- **WORK ORDER**:
In the data below, which lines hold "مطوه"? Copy every one.
[DATASET EXTRACT]
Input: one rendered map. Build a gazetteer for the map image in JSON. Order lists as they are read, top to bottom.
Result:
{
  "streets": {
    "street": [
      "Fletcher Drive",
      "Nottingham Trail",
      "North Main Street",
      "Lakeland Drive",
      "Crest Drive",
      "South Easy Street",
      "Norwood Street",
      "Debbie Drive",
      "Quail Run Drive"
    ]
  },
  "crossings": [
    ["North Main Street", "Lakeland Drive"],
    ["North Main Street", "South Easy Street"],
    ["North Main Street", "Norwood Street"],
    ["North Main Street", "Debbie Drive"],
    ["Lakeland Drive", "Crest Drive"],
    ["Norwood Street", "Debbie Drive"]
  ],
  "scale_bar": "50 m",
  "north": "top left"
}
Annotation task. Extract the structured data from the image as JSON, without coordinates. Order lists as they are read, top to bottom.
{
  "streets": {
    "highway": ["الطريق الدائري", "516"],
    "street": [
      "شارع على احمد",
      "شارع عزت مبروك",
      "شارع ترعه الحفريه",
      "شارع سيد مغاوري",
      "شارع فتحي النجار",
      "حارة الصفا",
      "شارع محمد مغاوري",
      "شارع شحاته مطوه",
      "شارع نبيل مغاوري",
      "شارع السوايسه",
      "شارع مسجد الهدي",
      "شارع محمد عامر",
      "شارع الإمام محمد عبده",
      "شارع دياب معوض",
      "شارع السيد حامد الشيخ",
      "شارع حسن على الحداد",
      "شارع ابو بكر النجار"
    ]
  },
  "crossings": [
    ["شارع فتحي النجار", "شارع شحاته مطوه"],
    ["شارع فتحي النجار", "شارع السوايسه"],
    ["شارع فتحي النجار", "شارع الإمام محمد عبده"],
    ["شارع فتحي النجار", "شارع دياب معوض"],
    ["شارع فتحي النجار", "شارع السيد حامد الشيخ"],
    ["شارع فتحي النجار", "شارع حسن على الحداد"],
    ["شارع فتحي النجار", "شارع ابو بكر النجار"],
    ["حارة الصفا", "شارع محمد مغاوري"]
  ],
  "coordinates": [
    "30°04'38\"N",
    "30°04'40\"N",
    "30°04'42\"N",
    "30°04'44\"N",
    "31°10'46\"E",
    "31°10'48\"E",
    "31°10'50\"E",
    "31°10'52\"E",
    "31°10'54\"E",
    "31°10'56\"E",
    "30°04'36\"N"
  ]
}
[/DATASET EXTRACT]
- **YOUR SOLUTION**:
      "شارع شحاته مطوه",
    ["شارع فتحي النجار", "شارع شحاته مطوه"],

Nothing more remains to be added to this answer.